Desafios da democracia latino-americana
Crise na região pode abrir caminho para a eleição de candidatos populistas
Notas & Informações, O Estado de S.Paulo
A insatisfação generalizada na América Latina com os altos e persistentes níveis de desigualdade, corrupção, criminalidade e serviços públicos precários provocou um visível desgaste na redemocratização iniciada nos anos 80. Emblematicamente, 2019 foi marcado por protestos violentos, notadamente no Chile, Equador, Bolívia e Colômbia. A pandemia esvaziou as ruas, mas agravou as tensões, prometendo um ciclo eleitoral em 2021-22 dos mais incertos e instáveis.
Como conclui uma análise do Instituto Internacional de Estudos Estratégicos (IISS, em inglês), a pandemia, a recessão econômica e os debates emocionalmente carregados sobre o desempenho dos governos “podem fortalecer a mão dos candidatos populistas, que podem levantar poderosos argumentos anti-establishment prometendo ao mesmo tempo pródigos aumentos nos gastos públicos”.
Nenhuma região foi mais impactada pelo vírus. Com cerca de 8% da população mundial, a América Latina responde por quase 20% dos casos e 30% das mortes. Os dois maiores países, Brasil e México, presididos por populistas e negacionistas, respectivamente à direita e à esquerda, detêm o segundo e o quarto recorde de mortes.
O FMI estimou uma contração de 8% do PIB latino-americano em 2020 e projeta uma retomada modesta de 3,6% em 2021. O colapso do turismo e do varejo praticamente pulverizou as receitas de muitas localidades. Os níveis de pobreza, desigualdade e desemprego aumentaram drasticamente em um mercado de trabalho já marcado pela alta informalidade.

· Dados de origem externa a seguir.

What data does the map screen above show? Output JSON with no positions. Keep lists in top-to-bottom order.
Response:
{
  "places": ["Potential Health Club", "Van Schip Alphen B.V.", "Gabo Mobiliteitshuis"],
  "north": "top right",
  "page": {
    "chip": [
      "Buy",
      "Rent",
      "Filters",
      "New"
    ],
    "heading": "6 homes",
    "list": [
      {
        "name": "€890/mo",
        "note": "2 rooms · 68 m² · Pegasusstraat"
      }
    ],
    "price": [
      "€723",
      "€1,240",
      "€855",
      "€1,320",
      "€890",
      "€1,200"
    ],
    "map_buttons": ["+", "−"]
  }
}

Estima-se que 45,5 milhões de latino-americanos caíram na pobreza e 28,5 milhões na miséria – no agregado, 231 milhões (37% da população) são hoje pobres ou miseráveis.
A dívida pública cresceu de 57% para 67% em 2020. No Brasil e Argentina margeiam 100%. Os programas de vacinação – e consequentemente a abertura econômica – serão bem mais lentos do que na Europa ou EUA. Como aponta o IISS, os governos enfrentarão um dilema: cortar gastos rápido demais pode inflamar a revolta social, mas prorrogar estímulos fiscais por tempo demais pode elevar a dívida a níveis insustentáveis, deteriorando as condições de crédito. Nesse cenário, oito países realizarão eleições em 2021 e três, em 2022.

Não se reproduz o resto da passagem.